Direito comparado

200 anos da Revolução Liberal do Porto

Autor

  • Otavio Luiz Rodrigues Jr.

    é advogado da União; professor associado de Direito Civil da Faculdade de Direito do Largo de São Francisco (USP); coordenador de área e membro do Conselho Superior da CAPES; conselheiro Nacional do Ministério Público. Acompanhe-o em sua página.

15 de janeiro de 2020, 12h52

Spacca
Em 20 de fevereiro deste ano, inicia-se na cidade do Porto, ao norte de Portugal, o ciclo de comemorações pelos 200 anos da Revolução Liberal de 1820. Esse acontecimento histórico é precursor da independência política do Brasil por diversas razões, sendo duas delas as mais importantes: a convocação das Cortes (Assembleia de Representantes do Reino Unido de Portugal, Brasil e Algarves) e o retorno de D. João VI a Portugal.

A análise dessa efeméride histórica, mas também política e jurídica, exige que se retroceda até 1807, quando as forças napoleônicas invadiram Portugal e levaram à fuga da dinastia reinante para o Brasil em 1808. Com os franceses no país, o Reino passou a ser governado por um Conselho de Regência, liderado pelo Marquês de Abrantes[1]. Esse Conselho foi extinto em fevereiro de 1808 pelo General Junot[2], comandante francês da invasão.

Graças à reação inglesa, Portugal recuperou parcialmente sua soberania e deu início a uma longa guerra contra o invasor, que se estenderia por toda a Península Ibérica e envolvendo forças regulares e guerrilheiros de Espanha e Portugal.

Portugal viu-se dividido, destruído e governado militarmente pelos britânicos. Esse longo período de ocupação por forças estrangeiras acentuou as cisões internas no campo político e ideológico. Parte dos súditos de D. João VI desejava o fim da monarquia absoluta e adoção de modelos franceses, como os introduzidos em boa parte da Europa conquistada.
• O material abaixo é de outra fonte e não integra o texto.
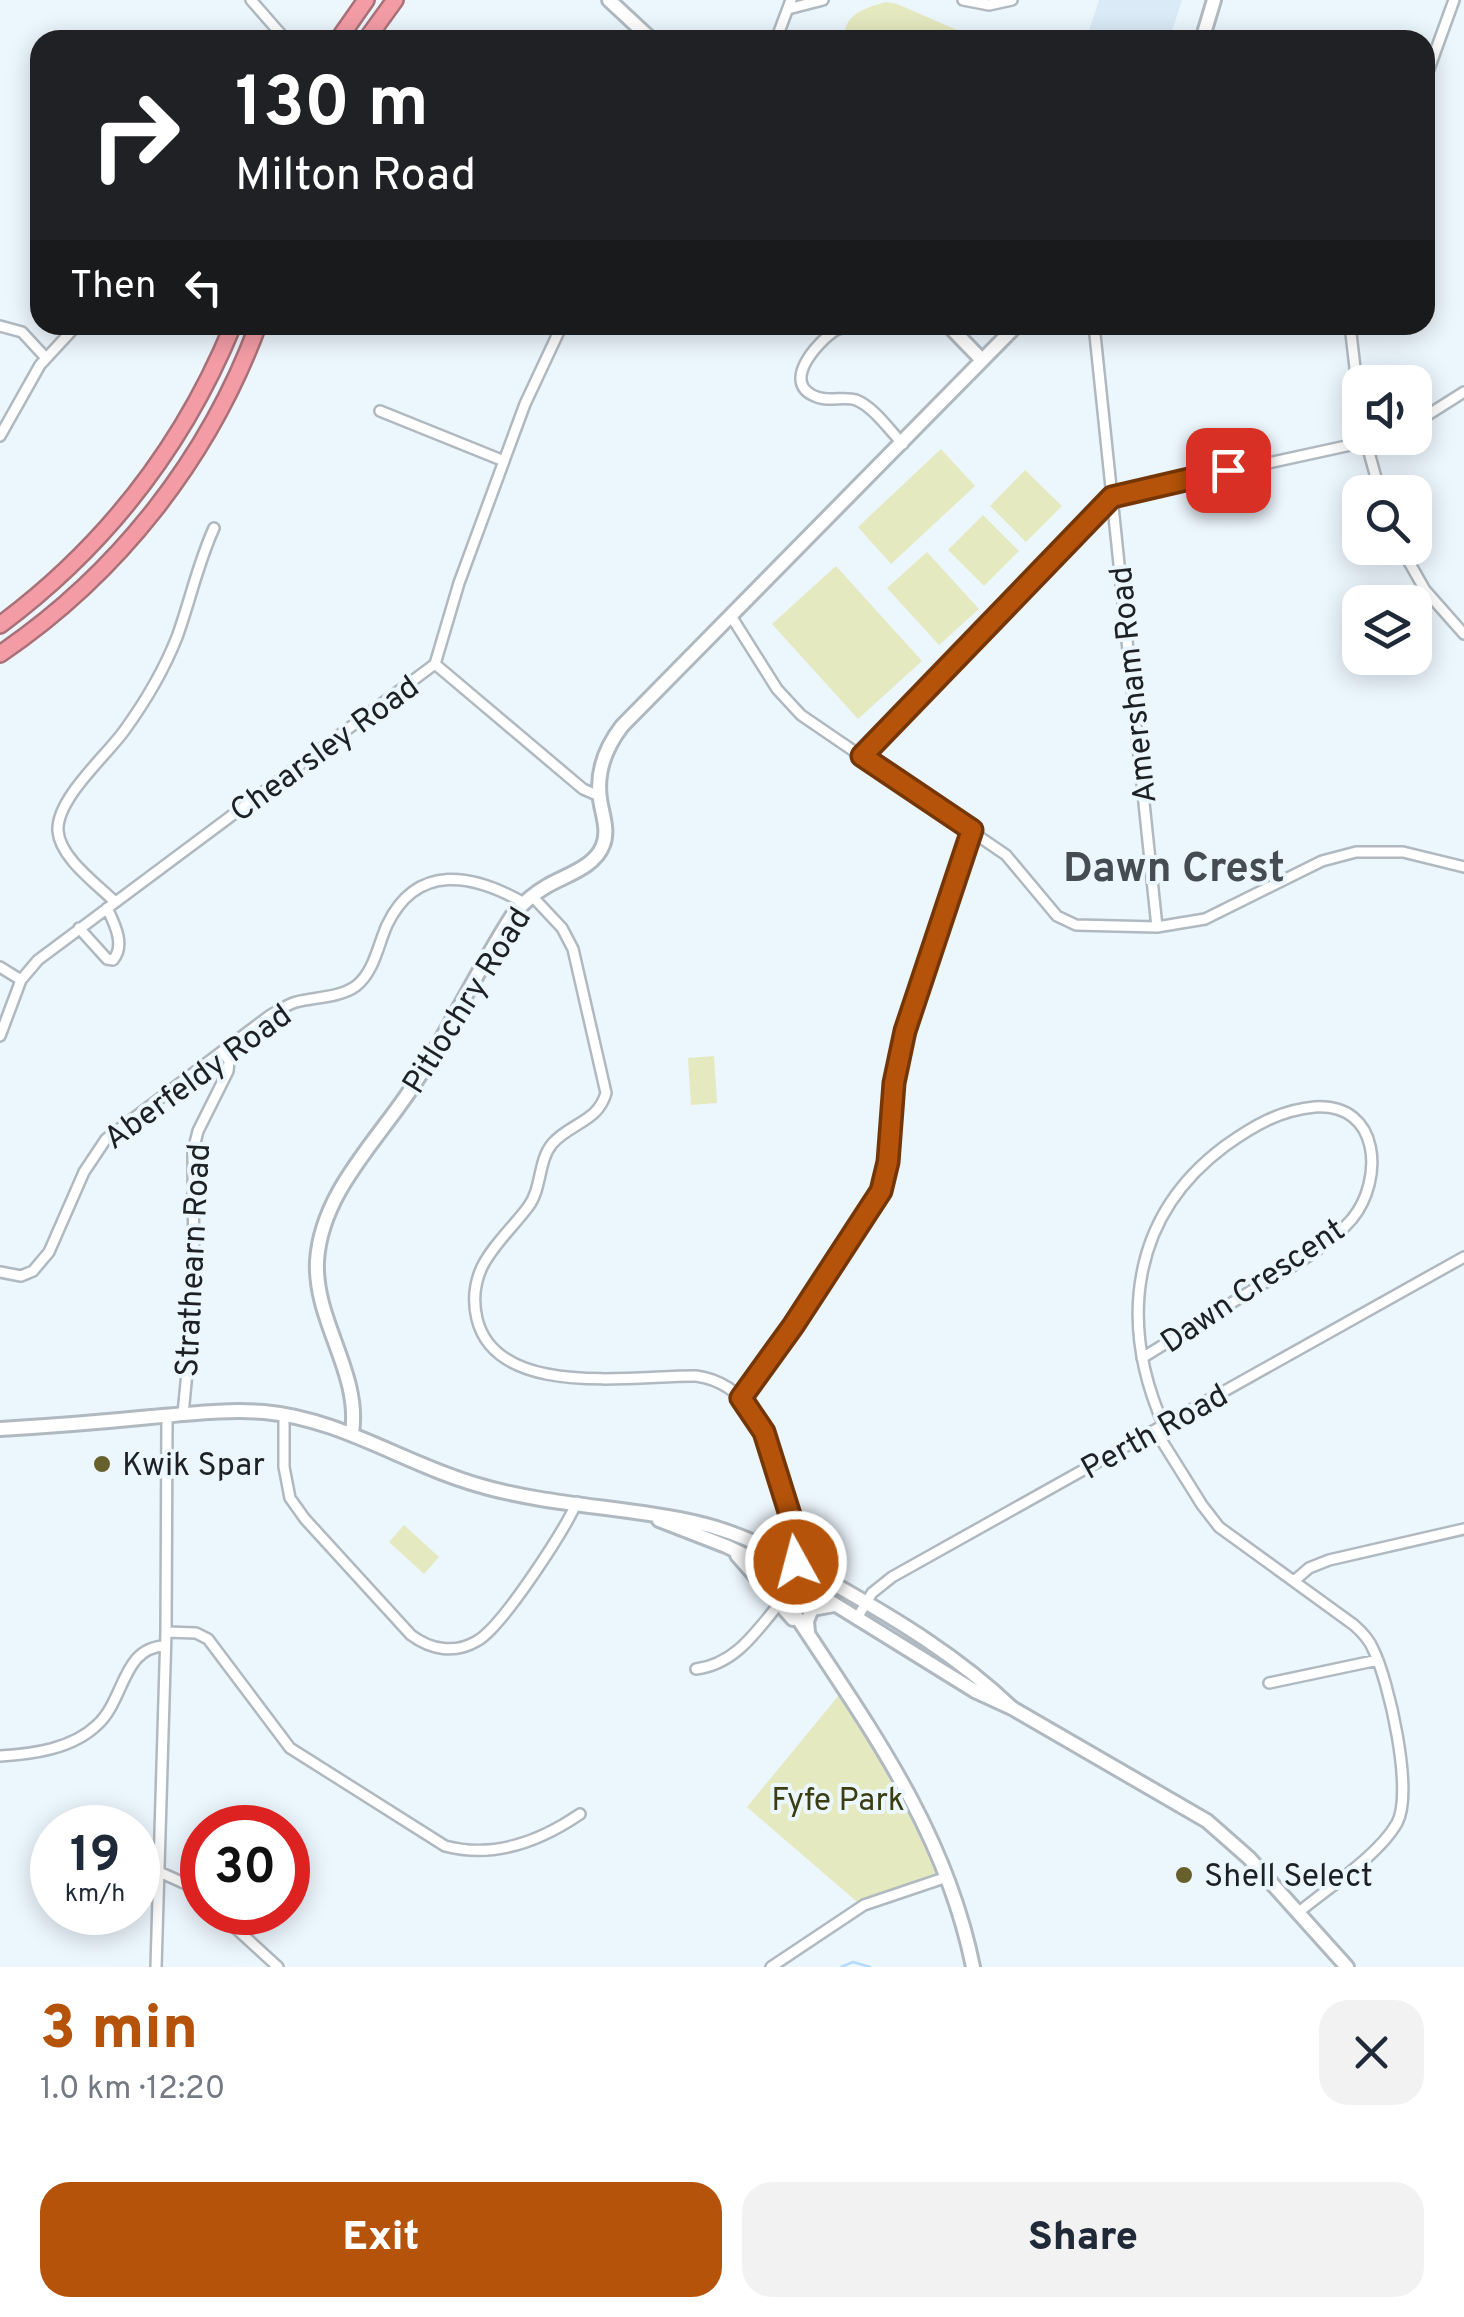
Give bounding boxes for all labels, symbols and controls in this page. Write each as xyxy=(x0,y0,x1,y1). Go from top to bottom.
text: 130 m xyxy=(235,62,429,151)
icon: right xyxy=(70,70,200,200)
text: Milton Road xyxy=(235,149,476,206)
icon: left xyxy=(176,260,231,315)
text: Then xyxy=(70,263,156,312)
map controls xyxy=(1342,365,1432,675)
button: sound xyxy=(1342,365,1432,455)
pin xyxy=(1186,428,1271,513)
icon: arrive xyxy=(1201,443,1256,498)
button: search xyxy=(1342,475,1432,565)
street label: Amersham Road xyxy=(1103,564,1167,805)
button: layers xyxy=(1342,585,1432,675)
street label: Chearsley Road xyxy=(223,668,428,832)
district label: Dawn Crest xyxy=(1063,844,1285,897)
street label: Pitlochry Road xyxy=(395,901,542,1102)
street label: Aberfeldy Road xyxy=(97,997,300,1160)
street label: Strathearn Road xyxy=(169,1142,221,1378)
street label: Dawn Crescent xyxy=(1154,1211,1353,1364)
street label: Perth Road xyxy=(1075,1377,1236,1490)
place label: Kwik Spar xyxy=(122,1447,265,1487)
marker: Kwik Spar xyxy=(91,1453,113,1475)
position arrow xyxy=(744,1510,848,1614)
park label: Fyfe Park xyxy=(771,1782,905,1822)
speed limit sign: 30 xyxy=(180,1805,310,1935)
text: 19 xyxy=(70,1826,120,1889)
place label: Shell Select xyxy=(1204,1858,1373,1898)
marker: Shell Select xyxy=(1173,1864,1195,1886)
text: km/h xyxy=(65,1879,125,1911)
text: 3 min xyxy=(40,1994,198,2070)
button: close xyxy=(1319,2000,1424,2105)
text: 1.0 km · 12:20 xyxy=(40,2070,225,2110)
button: Exit xyxy=(40,2182,722,2297)
button: Share xyxy=(742,2182,1424,2297)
Outra parcela dos portugueses desejava o retorno ao “status quo ante” e via nas “perigosas ideias francesas” uma ameaça à soberania e ao regime monárquico de Portugal[3].

Semelhantes divisões ocorreram em toda a Europa, mesmo após a queda de Napoleão em 1814, com seu retorno efêmero em 1815, seguido de sua derrota final para o Duque de Wellington (o mesmo general que libertou Portugal). Na vitoriosa Rússia, por exemplo, em 1825, os dezembristas (um grupo de militares e aristocratas) lideraram uma revolta contra o governo autocrático do czar Alexandre I[4], responsável pela derrota de Napoleão em 1812.

D. João VI, que estava no Brasil desde o começo de 1808, havia confiado o governo português, na prática, a um protetorado militar britânico. Em 1815, ele criou uma nova figura jurídico-política: o Reino Unido que englobava Portugal e o Brasil[5]. A ideia de Adam Smith[6] de transferência da coroa britânica para as colônias americanas, era posta em prática no império português.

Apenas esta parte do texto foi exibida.